Pardon me while I provide further evidence in support of the theorem that
the best way to get the correct answer from the internet is to post the
wrong answer.

On Mar 18,  3:08pm, Ray Andrews wrote:
}
} Thanks, now I at least know what was busted. I must tread lightly on
} this point because zsh has it's own culture, but from the perspective
} of my C brain, " read -t " ... maybe this, maybe that ... with exactly
} the same input is hard to accept. It's not very robust.

"read -t input" in zsh is pretty nearly equivalent to this C code:

   char input[1024];
   fcntl(0, F_SETFL, O_NONBLOCK);
   read(0, input, 1024);

(except of course that the size of the input is not predetermined).  If
you cojole that C into a runnable program and try it, you'll find that
it behaves just the way "read -t" does.  If you don't want that fcntl()
in there, don't pass the -t option.
 
} > (One could argue that "read" should always erase the parameter to which
} > it was told to write, no matter whether the action of reading succeeds;
} > but that's a different conversation.)

} I'd say it's almost the nub of this conversation. If, as Peter says,
} zsh is asynchronous, and that means that process one might or might
} not be finished before process two, then it seems to me that if there
} is a failure of some sort, then that should be manifested.

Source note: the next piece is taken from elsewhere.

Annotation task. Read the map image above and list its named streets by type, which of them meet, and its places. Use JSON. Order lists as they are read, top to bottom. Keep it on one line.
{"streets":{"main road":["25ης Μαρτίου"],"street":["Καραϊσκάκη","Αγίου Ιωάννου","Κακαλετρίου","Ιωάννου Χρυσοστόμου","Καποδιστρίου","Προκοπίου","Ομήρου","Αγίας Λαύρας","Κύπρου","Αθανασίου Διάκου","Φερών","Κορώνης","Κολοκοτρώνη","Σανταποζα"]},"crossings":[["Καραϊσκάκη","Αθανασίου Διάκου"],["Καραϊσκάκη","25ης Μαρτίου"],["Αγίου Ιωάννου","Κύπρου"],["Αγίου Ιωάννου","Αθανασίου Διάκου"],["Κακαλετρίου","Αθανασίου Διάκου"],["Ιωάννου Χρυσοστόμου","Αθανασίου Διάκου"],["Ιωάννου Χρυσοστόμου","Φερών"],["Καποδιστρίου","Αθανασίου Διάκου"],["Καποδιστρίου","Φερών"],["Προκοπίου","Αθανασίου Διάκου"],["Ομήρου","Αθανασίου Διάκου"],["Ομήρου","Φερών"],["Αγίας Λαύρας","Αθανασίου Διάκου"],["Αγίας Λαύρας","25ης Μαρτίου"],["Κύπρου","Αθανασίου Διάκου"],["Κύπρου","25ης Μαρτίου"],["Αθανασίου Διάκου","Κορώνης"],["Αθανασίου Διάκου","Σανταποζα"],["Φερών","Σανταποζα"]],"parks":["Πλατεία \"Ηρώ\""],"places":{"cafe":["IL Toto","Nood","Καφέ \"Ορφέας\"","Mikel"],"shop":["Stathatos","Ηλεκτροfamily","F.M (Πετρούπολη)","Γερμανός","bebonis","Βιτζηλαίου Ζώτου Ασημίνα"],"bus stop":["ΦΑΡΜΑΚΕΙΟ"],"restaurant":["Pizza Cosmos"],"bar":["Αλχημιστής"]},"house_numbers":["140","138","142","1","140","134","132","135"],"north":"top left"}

It *IS* manifested ... as the return value of "read" ($?).  Which your
function ignored ...  The full situation goes something like this:

  input=START
  if read -t input
  then print "I definitely read input: $input"
  elif (( $#input ))
  then print "Error, input unchanged: $input"
  else print "End of file: $input"
  fi

In most cases you don't care:

  if read -t input
  then print "got \$input: $input"
  else print "got nothing, do not use \$input"
  fi

} Identical runs of identical code should produce identical results, no?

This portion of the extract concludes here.